Search code examples
springhibernatetransactionsbatch-processinglarge-data

Spring,Hibernate - Batch processing of large amounts of data with good performance


Imagine you have large amount of data in database approx. ~100Mb. We need to process all data somehow (update or export to somewhere else). How to implement this task with good performance ? How to setup transaction propagation ?

Example 1# (with bad performance) :

@Singleton
public ServiceBean {

 procesAllData(){

   List<Entity> entityList = dao.findAll();

   for(...){
     process(entity);
   }

 }

 private void process(Entity ent){
  //data processing    
  //saves data back (UPDATE operation) or exports to somewhere else (just READs from DB)
 }

}

What could be improved here ?

In my opinion :

  1. I would set hibernate batch size (see hibernate documentation for batch processing).
  2. I would separated ServiceBean into two Spring beans with different transactions settings.

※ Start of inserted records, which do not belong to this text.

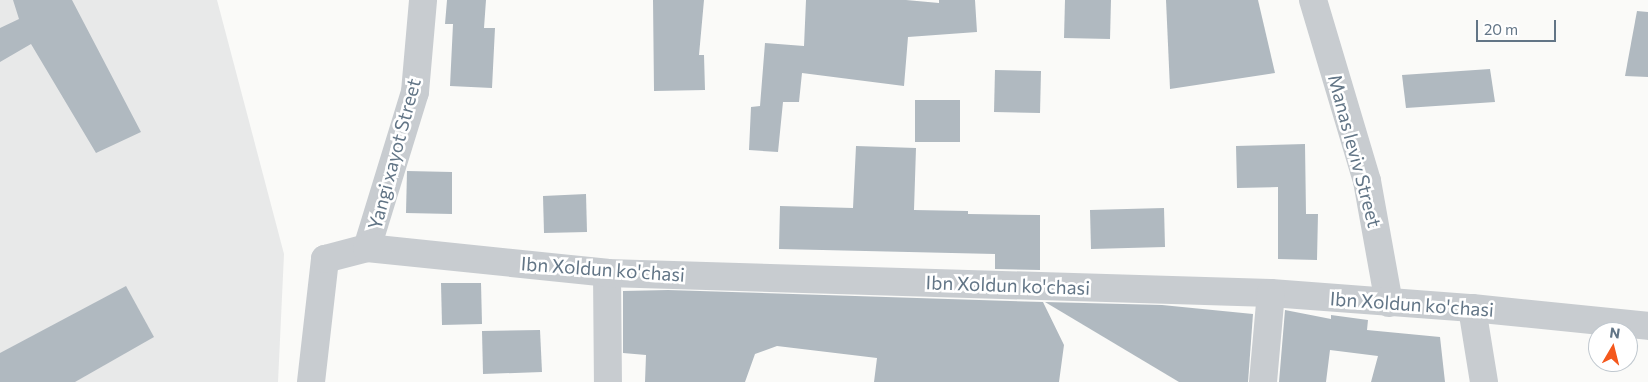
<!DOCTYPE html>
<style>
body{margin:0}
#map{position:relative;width:1648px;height:382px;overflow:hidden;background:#fafaf8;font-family:Commissioner,sans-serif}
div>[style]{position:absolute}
.built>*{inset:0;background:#e8e9e9}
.building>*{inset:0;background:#b0b9c0}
.minor>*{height:28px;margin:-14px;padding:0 14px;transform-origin:14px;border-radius:14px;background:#c8ccd0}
span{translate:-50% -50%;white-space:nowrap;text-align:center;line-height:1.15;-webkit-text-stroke:5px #fff;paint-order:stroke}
.street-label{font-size:19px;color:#627586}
.north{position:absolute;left:1588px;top:322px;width:50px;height:50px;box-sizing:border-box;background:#fff;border:1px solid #c0c8cf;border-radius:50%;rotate:8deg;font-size:14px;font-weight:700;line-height:20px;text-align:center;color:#627586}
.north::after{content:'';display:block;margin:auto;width:18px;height:22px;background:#f4581d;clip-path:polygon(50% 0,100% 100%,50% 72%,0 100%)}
.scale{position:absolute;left:1476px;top:20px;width:80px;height:22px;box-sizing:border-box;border:2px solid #627586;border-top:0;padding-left:6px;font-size:15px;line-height:18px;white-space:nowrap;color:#627586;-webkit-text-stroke:4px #fff;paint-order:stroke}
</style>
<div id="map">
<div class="built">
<i style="clip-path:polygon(0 0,217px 0,284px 254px,278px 382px,0 382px)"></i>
</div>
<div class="building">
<i style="clip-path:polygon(13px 0,72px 0,141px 132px,96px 153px,31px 44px,0 62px,0 28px,19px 19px)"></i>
<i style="clip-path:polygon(447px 0,486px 0,484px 28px,495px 28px,492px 88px,450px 86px,453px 24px,445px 24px)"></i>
<i style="clip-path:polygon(653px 0,704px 0,699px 55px,704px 55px,705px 90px,654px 91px)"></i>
<i style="clip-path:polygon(806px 0,906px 0,939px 3px,939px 0,975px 0,977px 32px,908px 37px,904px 86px,802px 73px,799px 102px,783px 102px,778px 152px,749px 150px,751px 107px,760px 106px,765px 43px,804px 46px)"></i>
<i style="clip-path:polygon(1065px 0,1111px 0,1110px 39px,1064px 38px)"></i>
<i style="clip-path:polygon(1166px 0,1258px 0,1275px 73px,1170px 89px)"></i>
<i style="clip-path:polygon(1637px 11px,1648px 12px,1648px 77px,1625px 76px)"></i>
<i style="clip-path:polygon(1490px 69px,1495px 102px,1406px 108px,1402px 75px)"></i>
<i style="clip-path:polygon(995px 70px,1041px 71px,1040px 113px,994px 112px)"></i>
<i style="clip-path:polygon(915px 100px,960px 100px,960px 142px,915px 142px)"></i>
<i style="clip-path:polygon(1305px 144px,1306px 214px,1318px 214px,1317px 260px,1278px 259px,1278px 187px,1237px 188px,1236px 146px)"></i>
<i style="clip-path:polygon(856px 146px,916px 148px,914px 210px,968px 211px,968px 214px,1040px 215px,1040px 270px,995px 269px,995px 254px,779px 249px,780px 206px,853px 208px)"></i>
<i style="clip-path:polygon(407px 171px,452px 172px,452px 214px,406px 213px)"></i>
<i style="clip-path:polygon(586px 194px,587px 232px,544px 233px,543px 196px)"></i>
<i style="clip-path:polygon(1164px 208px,1165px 247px,1091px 249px,1090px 210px)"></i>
<i style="clip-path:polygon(441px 283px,481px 283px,482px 324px,442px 325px)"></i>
<i style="clip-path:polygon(126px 286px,154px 337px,75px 382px,0 382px,0 353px)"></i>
<i style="clip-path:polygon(668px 290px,1043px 302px,1064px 345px,1059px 382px,874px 382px,877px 358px,777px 346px,755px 354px,745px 382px,645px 382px,646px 355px,623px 353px,623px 291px)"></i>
<i style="clip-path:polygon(1045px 302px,1162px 305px,1253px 314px,1248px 382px,1179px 382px)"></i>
<i style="clip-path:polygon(1285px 310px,1331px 319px,1331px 315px,1368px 320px,1367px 330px,1440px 337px,1445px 382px,1371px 382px,1378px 356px,1330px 350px,1326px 382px,1279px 382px)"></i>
<i style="clip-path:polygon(540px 330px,542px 372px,483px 374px,482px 331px)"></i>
</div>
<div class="minor">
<i style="left:1313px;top:0;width:189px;rotate:73.4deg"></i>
<i style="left:1367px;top:181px;width:124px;rotate:79.8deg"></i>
<i style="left:367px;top:248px;width:163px;rotate:-72.9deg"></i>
<i style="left:415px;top:92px;width:92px;rotate:-85deg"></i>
<i style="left:607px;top:273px;width:109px;rotate:89.5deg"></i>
<i style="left:1472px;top:308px;width:75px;rotate:80.8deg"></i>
<i style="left:311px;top:382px;width:124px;rotate:-83.5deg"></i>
<i style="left:325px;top:259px;width:43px;rotate:-14.7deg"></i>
<i style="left:367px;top:248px;width:241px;rotate:5.9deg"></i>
<i style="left:607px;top:273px;width:664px;rotate:1.73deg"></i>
<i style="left:1271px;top:293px;width:202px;rotate:4.3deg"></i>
<i style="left:1472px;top:308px;width:177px;rotate:5.8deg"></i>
<i style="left:1263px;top:382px;width:89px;rotate:-84.9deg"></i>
</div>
<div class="street-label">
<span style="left:1355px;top:151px;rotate:75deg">Manas leviv Street</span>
<span style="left:394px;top:154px;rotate:-75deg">Yangi xayot Street</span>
<span style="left:603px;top:269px;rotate:4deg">Ibn Xoldun ko'chasi</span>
<span style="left:1008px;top:285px;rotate:2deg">Ibn Xoldun ko'chasi</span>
<span style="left:1412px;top:304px;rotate:4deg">Ibn Xoldun ko'chasi</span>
</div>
<div class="north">N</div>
<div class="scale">20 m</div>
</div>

Method processAllData() should run out of transaction, because it operates with large amounts of data and potentional rollback wouldnt be 'quick' (i guess). Method process(Entity entity) would run in transaction - no big thing to make rollback in the case of one data entity.

Do you agree ? Any tips ?


Solution

  • Here are 2 basic strategies:

    1. JDBC batching: set the JDBC batch size, usually somewhere between 20 and 50 (hibernate.jdbc.batch_size). If you are mixing and matching object C/U/D operations, make sure you have Hibernate configured to order inserts and updates, otherwise it won't batch (hibernate.order_inserts and hibernate.order_updates). And when doing batching, it is imperative to make sure you clear() your Session so that you don't run into memory issues during a large transaction.
    2. Concatenated SQL statements: implement the Hibernate Work interface and use your implementation class (or anonymous inner class) to run native SQL against the JDBC connection. Concatenate hand-coded SQL via semicolons (works in most DBs) and then process that SQL via doWork. This strategy allows you to use the Hibernate transaction coordinator while being able to harness the full power of native SQL.

    You will generally find that no matter how fast you can get your OO code, using DB tricks like concatenating SQL statements will be faster.